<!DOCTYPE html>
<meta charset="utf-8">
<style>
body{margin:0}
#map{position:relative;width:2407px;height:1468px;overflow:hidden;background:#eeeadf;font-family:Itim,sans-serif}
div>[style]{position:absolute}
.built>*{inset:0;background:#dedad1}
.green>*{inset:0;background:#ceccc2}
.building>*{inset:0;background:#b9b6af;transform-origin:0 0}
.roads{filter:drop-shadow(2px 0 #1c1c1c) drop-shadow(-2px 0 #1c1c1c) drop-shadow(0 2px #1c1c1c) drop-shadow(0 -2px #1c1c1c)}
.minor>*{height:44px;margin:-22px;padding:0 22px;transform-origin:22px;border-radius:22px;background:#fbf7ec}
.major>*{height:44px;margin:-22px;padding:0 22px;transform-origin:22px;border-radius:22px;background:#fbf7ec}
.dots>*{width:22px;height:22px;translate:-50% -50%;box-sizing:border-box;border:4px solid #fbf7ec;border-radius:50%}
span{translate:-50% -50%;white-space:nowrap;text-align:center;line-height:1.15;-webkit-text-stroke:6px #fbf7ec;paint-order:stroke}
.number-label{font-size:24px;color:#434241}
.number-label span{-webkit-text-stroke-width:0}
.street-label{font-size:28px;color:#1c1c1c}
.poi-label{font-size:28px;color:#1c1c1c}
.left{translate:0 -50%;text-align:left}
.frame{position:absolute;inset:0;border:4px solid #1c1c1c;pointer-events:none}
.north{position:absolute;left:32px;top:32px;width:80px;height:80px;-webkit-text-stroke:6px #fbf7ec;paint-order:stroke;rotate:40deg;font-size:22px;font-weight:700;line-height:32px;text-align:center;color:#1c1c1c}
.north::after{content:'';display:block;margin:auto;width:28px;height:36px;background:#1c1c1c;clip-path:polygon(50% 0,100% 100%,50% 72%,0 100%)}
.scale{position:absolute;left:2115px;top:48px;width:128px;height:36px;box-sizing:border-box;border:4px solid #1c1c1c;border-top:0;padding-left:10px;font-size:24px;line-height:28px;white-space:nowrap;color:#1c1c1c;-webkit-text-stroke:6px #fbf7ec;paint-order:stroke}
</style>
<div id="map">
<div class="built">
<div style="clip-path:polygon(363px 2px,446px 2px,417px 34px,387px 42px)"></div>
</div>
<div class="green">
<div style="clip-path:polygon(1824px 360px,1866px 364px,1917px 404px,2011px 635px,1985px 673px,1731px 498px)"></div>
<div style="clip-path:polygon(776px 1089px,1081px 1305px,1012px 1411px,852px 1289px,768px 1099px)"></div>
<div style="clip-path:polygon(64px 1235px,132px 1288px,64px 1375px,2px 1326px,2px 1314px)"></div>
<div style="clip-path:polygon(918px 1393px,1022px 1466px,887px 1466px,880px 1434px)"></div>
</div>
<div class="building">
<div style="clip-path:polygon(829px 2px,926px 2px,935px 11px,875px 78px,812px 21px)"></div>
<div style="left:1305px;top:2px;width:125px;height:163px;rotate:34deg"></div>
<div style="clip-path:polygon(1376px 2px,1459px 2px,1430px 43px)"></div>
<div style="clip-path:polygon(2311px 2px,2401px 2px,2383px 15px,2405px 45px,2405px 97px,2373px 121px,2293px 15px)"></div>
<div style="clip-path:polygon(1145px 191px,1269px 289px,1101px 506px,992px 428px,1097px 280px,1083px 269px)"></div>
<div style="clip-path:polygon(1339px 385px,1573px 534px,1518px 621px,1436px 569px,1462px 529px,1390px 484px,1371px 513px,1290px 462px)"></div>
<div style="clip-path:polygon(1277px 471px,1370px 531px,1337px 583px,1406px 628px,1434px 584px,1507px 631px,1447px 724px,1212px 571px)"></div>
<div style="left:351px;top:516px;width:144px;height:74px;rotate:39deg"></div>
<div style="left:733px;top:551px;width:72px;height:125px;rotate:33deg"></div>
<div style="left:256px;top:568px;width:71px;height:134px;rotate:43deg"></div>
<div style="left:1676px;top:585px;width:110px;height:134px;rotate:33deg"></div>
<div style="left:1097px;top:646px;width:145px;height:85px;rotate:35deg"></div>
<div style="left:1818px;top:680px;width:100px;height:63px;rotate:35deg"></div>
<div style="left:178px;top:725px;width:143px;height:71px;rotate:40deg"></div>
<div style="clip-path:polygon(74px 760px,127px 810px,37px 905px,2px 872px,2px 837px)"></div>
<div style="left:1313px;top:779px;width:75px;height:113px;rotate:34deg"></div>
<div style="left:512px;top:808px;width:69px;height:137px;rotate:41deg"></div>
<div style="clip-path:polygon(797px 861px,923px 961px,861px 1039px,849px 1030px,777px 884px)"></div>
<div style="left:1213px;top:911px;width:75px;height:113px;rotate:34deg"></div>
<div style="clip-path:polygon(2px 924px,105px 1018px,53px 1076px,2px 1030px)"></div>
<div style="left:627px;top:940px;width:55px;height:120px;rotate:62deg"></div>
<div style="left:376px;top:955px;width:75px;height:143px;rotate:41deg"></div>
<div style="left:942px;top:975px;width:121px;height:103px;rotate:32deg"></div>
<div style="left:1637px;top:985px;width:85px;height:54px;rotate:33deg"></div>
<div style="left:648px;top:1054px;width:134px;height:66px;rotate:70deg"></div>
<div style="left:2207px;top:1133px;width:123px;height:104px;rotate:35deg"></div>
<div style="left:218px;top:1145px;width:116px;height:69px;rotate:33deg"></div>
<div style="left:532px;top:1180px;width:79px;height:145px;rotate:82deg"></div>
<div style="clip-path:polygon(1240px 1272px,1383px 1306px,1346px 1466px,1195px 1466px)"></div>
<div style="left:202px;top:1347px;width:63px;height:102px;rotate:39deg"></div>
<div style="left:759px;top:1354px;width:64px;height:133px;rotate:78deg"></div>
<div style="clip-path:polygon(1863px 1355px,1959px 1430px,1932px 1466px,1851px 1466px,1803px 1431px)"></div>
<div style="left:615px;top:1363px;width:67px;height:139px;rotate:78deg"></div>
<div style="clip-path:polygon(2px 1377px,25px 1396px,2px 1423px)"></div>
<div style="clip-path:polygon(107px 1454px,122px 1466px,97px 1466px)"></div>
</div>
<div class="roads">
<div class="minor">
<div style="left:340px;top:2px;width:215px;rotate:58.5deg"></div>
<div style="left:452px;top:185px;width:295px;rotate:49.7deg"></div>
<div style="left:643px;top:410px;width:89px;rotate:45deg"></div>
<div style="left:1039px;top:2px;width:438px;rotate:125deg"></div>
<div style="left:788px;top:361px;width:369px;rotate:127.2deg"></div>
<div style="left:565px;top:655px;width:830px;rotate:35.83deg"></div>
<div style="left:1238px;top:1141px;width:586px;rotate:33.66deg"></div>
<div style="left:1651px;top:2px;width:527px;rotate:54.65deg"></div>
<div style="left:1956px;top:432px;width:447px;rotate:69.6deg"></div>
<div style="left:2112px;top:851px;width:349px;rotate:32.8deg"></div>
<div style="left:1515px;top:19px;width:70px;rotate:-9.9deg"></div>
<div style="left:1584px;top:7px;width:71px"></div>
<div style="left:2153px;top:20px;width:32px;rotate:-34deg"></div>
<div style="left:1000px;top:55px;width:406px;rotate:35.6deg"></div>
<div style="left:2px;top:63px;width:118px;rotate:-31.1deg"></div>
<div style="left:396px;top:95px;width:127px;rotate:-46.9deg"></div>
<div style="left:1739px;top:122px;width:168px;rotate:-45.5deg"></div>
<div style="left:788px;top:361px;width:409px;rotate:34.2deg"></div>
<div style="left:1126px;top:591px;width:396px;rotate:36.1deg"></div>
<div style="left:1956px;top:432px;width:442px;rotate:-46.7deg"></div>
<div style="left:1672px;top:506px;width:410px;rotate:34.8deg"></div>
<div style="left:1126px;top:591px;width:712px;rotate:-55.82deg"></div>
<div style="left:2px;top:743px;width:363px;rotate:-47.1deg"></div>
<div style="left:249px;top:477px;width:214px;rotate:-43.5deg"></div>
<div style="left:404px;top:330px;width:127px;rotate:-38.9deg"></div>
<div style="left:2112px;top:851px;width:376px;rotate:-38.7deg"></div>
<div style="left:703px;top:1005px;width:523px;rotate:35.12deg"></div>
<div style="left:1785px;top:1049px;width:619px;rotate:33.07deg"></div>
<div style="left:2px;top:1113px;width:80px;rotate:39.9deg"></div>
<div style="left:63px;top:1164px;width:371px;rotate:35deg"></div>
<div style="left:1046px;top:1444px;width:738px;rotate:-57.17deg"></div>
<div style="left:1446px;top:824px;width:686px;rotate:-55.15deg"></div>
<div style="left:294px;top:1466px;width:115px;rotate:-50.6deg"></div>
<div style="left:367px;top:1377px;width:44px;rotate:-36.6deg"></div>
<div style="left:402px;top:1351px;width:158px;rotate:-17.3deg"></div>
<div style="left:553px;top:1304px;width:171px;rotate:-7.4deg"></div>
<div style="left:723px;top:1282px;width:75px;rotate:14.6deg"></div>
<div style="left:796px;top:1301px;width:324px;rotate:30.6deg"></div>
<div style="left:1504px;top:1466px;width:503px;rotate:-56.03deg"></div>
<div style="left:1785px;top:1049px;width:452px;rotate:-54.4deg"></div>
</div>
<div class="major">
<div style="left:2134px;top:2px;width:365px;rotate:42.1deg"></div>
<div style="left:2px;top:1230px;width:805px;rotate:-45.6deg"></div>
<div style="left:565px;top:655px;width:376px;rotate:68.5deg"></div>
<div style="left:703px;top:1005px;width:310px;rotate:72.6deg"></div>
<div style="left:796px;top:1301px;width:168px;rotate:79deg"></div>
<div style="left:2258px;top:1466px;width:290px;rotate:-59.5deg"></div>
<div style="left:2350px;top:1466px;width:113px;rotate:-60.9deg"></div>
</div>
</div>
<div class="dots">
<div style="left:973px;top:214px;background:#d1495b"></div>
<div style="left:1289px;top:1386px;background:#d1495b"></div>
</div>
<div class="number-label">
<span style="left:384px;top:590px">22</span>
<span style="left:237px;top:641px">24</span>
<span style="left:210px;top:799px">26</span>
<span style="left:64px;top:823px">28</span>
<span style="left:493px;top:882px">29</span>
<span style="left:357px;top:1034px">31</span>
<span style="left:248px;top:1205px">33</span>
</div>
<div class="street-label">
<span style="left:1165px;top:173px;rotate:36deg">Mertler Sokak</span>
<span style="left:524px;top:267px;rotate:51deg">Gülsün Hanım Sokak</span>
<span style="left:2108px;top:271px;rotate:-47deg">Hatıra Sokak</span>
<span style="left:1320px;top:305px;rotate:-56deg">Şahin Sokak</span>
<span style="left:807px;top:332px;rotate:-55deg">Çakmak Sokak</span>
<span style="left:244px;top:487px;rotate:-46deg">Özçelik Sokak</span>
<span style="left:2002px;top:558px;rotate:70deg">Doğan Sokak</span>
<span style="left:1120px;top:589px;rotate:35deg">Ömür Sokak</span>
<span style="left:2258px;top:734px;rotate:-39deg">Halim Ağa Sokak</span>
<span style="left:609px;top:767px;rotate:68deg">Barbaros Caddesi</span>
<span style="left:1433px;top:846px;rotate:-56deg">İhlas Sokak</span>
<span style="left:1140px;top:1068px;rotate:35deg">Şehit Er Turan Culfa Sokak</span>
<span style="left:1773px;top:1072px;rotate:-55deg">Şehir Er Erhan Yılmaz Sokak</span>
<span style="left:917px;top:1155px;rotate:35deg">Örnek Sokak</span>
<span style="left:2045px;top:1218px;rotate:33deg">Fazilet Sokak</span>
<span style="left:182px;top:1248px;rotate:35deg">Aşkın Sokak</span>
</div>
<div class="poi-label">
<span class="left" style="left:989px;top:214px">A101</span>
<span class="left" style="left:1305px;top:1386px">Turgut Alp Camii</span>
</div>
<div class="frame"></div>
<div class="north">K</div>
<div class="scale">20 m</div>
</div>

════════════════════

Quote every line of the records above, from the first down to the one holding "0 #1c1c1c) drop-shadow(-2px", exactly as written.

<!DOCTYPE html>
<meta charset="utf-8">
<style>
body{margin:0}
#map{position:relative;width:2407px;height:1468px;overflow:hidden;background:#eeeadf;font-family:Itim,sans-serif}
div>[style]{position:absolute}
.built>*{inset:0;background:#dedad1}
.green>*{inset:0;background:#ceccc2}
.building>*{inset:0;background:#b9b6af;transform-origin:0 0}
.roads{filter:drop-shadow(2px 0 #1c1c1c) drop-shadow(-2px 0 #1c1c1c) drop-shadow(0 2px #1c1c1c) drop-shadow(0 -2px #1c1c1c)}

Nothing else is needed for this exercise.